Diese Blick-Recherche beschäftigt nun die Behörden: Ein Zürcher Hausarzt hat etwa 220 Patientinnen und Patienten die Corona-Impfung in Rechnung gestellt, die eigentlich gratis sein soll. Wenn er tatsächlich systematisch doppelt abgerechnet hat, droht ihm ein Berufsverbot. Die Zürcher Gesundheitsdirektion (GD) ermittelt.
Der Hausarzt ist aber kein Einzelfall. Mehrere Blick-Leserinnen und -Leser haben ähnliche Erfahrungen gemacht. Einer von ihnen: Andreas T.* (36) aus Bülach ZH. Er hat seinen fünfjährigen Sohn in Zürich impfen lassen. Danach erhielt er per Post eine Rechnung von über 90 Franken. «Für eine Minute Beratung und 15 Minuten im Warteraum nach der Impfung. Das gibt einen stattlichen Stundenlohn!», sagt er zu Blick. Die Impfung selber ist gratis. Beim Kinderarzt fallen aber Gebühren an.
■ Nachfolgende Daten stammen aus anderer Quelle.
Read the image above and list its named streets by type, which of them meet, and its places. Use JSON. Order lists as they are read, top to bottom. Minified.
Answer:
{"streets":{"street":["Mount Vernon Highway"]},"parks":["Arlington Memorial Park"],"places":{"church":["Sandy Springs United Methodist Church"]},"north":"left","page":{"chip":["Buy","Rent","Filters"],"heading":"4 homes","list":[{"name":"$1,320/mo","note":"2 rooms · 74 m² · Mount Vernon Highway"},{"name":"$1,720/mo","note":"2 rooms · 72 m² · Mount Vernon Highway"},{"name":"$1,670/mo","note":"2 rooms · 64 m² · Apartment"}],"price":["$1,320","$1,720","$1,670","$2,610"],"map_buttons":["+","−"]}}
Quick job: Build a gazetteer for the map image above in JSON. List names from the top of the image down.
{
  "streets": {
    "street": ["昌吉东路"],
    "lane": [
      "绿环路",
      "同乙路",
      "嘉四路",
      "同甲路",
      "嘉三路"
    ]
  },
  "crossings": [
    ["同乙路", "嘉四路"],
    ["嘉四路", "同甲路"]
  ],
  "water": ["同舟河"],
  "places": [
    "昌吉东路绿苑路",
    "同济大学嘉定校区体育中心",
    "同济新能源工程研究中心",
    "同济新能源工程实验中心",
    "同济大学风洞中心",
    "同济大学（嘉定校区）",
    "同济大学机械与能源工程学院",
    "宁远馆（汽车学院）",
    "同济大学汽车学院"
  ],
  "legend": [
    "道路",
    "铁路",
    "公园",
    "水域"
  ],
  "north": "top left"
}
«Das finde ich frech. Man macht eine grosse Kampagne, dass man sich impfen lassen soll. Von den versteckten Kosten findet man aber nirgendwo etwas», sagt er. Den Selbstbehalt hat T. zähneknirschend bezahlt. Er wünscht sich aber eine bessere Aufklärung. «Es kann nicht sein, dass die Eltern wegen der Kosten ihre Kinder nicht impfen lassen.»
«Habe meine Hausärztin sofort gewechselt»
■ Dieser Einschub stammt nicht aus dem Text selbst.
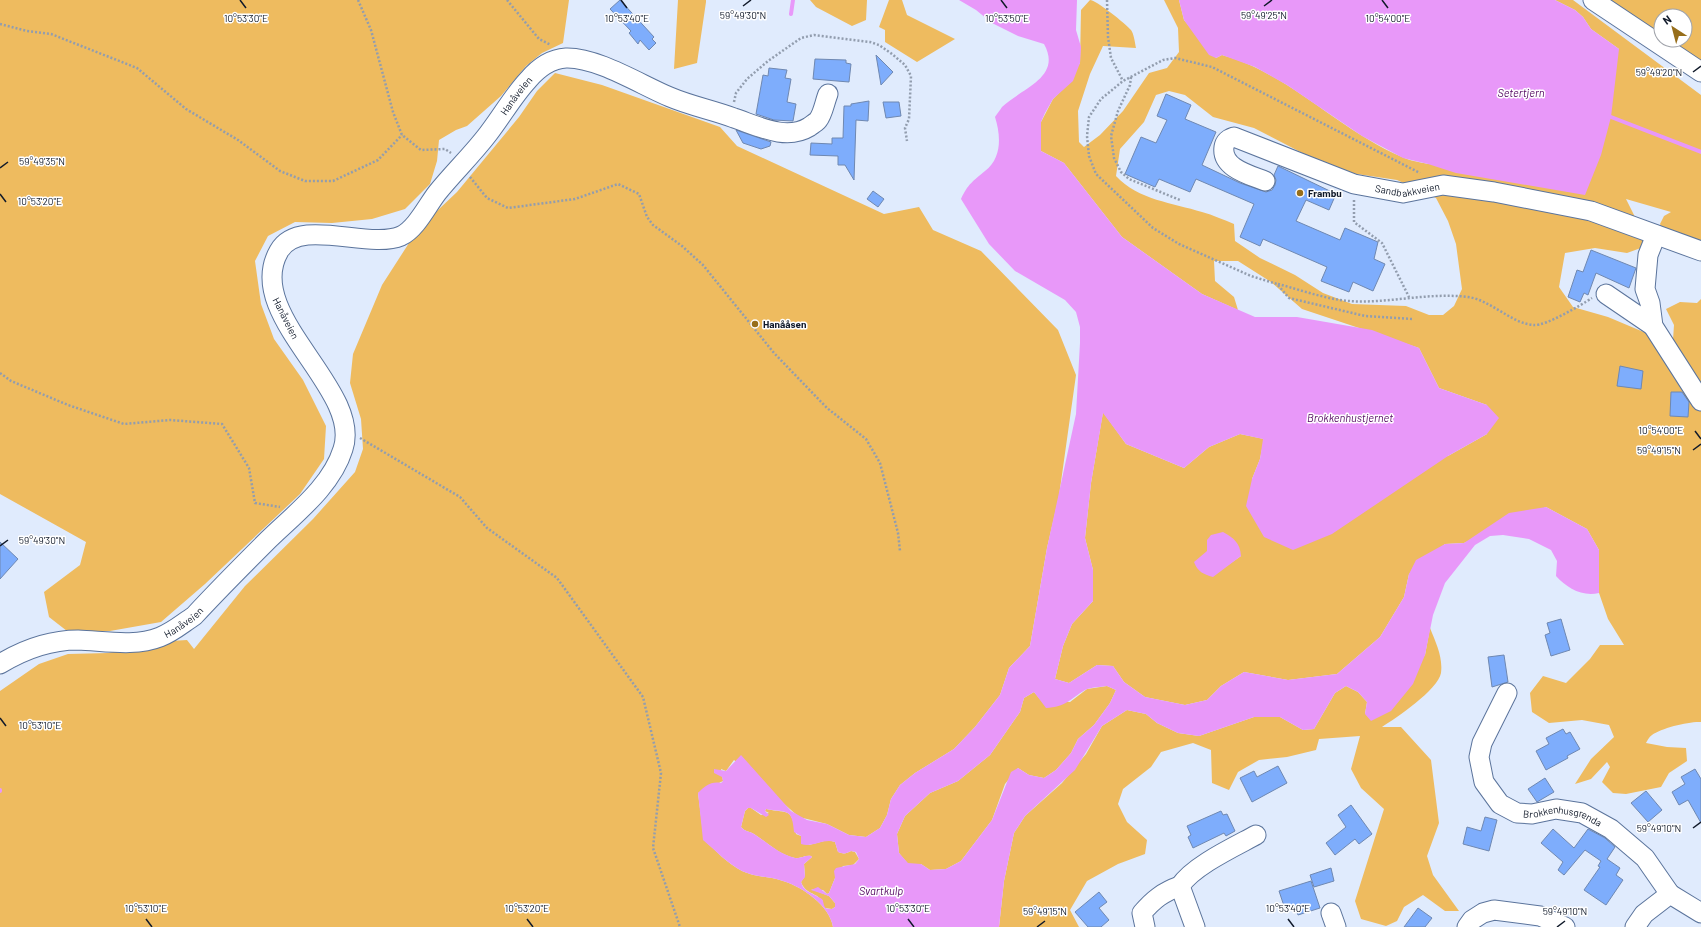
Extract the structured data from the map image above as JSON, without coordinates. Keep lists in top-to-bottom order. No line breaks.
{"streets":{"street":["Hanåveien","Sandbakkveien","Brokkenhusgrenda"]},"water":["Setertjern","Brokkenhustjernet","Svartkulp"],"places":["Frambu","Hanååsen"],"north":"top left","coordinates":["59°49'30\"N","59°49'25\"N","10°53'30\"E","10°53'40\"E","10°53'50\"E","10°54'00\"E","59°49'20\"N","59°49'35\"N","10°53'20\"E","59°49'15\"N","10°53'10\"E","59°49'10\"N"]}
Erna W.* (80) aus Wil SG hat sich im März 2021 bei ihrer Hausärztin gegen Corona impfen lassen. Auch sie wurde danach zur Kasse gebeten. Die Rechnung über 57.15 Franken hat sie aber nicht akzeptiert und schon gar nicht bezahlt. «Die Impfung ist doch gratis! Ich wusste nicht, was das soll», sagt sie.
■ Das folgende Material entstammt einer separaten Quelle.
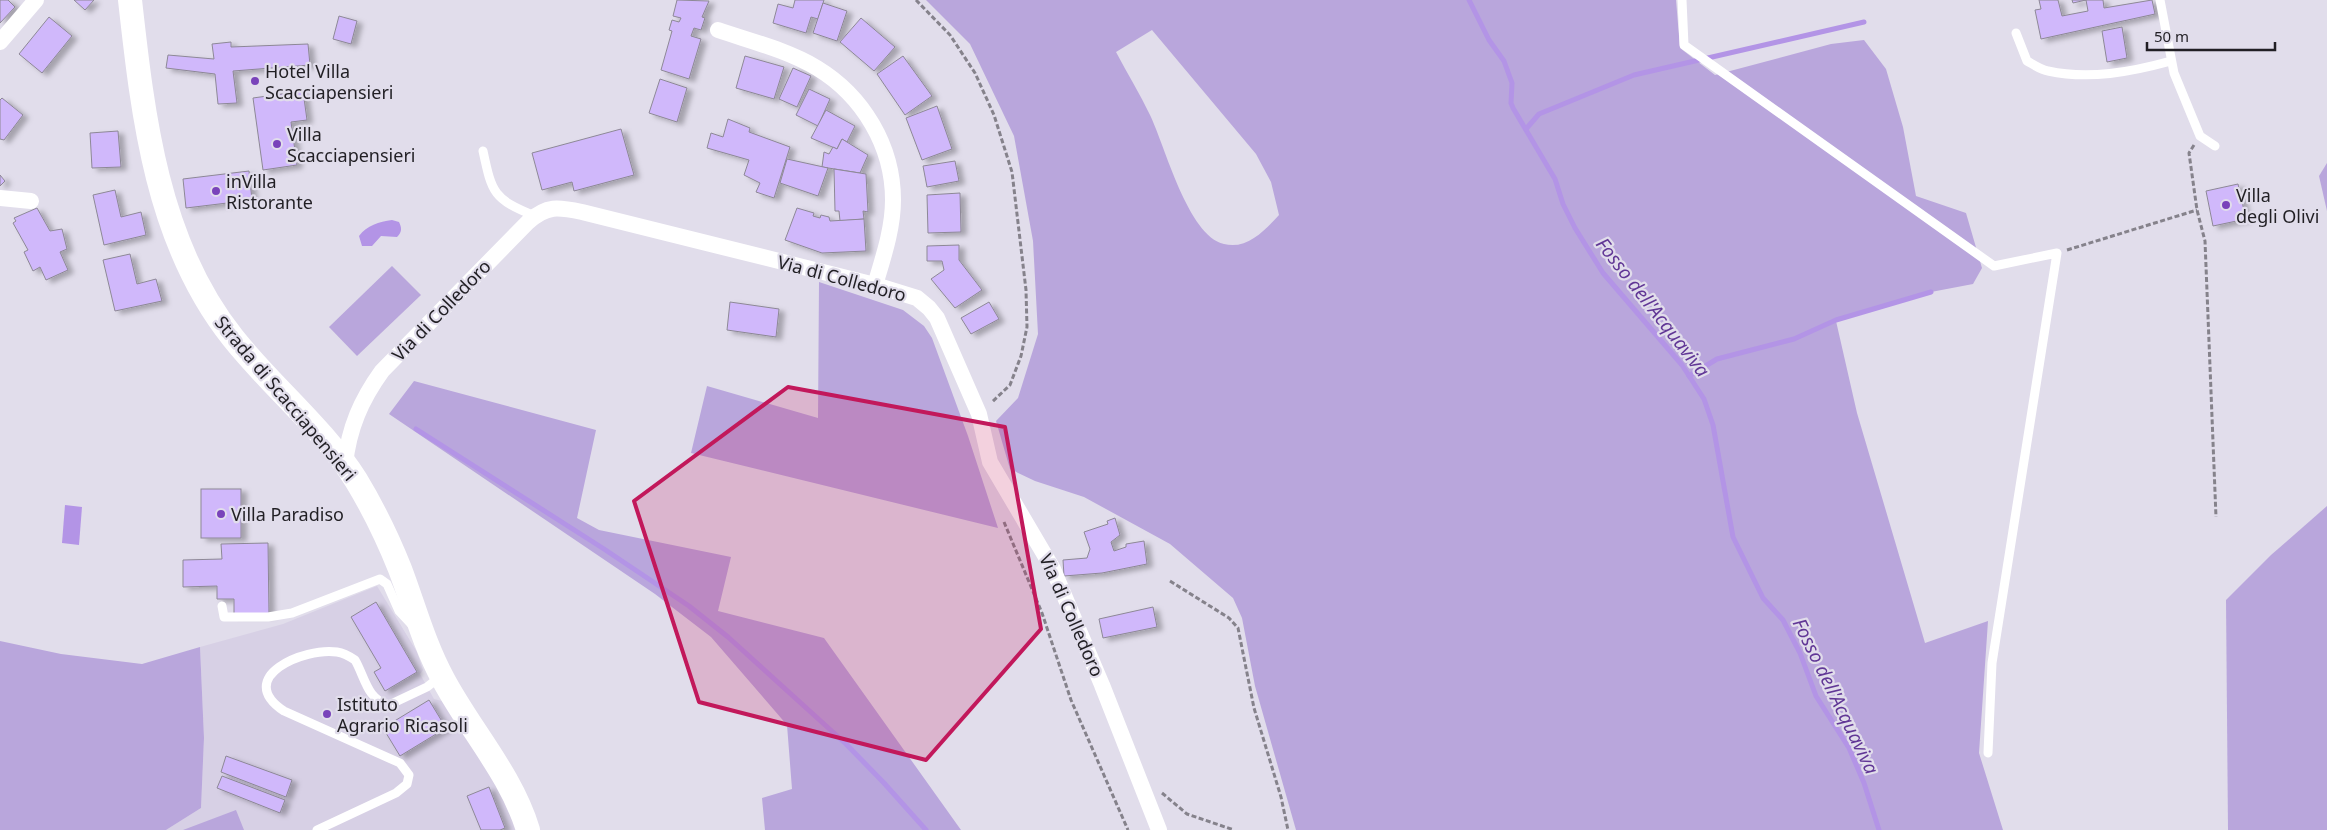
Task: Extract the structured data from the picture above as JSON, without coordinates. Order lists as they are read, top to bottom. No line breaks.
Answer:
{"streets":{"street":["Via di Colledoro","Strada di Scacciapensieri"]},"crossings":[["Via di Colledoro","Strada di Scacciapensieri"]],"water":["Fosso dell'Acquaviva"],"places":["Hotel Villa Scacciapensieri","Villa Scacciapensieri","inVilla Ristorante","Villa degli Olivi","Villa Paradiso","Istituto Agrario Ricasoli"],"scale_bar":"50 m"}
Die Hausärztin rechtfertigte sich: Die Buchhaltung sei davon ausgegangen, dass sie wegen ihres Jahrgangs 1942 eine spezielle Nachbetreung brauche. «Nur weil ich meine Rechnung gut kontrolliert habe, habe ich das Geld zurückbekommen. Viele machen das nicht, und zahlen Arztrechnungen einfach, weil sie den Medizinern vertrauen. Ich hab meine Hausärztin sofort gewechselt!», sagt sie.
Systematisches Problem?
Hat die Schweiz ein systematisches Problem mit Ärzten, die ihre Patienten mit der Corona-Impfung abzocken? «Nein», sagt Charlotte Schweizer (42), Sprecherin vom Berufsverband der Schweizer Ärzte. «Die meisten Hausärzte haben die Covid-Impfung in ihren Praxen angeboten als Dienstleistung für ihre Patienten, obwohl die Impfung nicht kostendeckend tarifiert war.»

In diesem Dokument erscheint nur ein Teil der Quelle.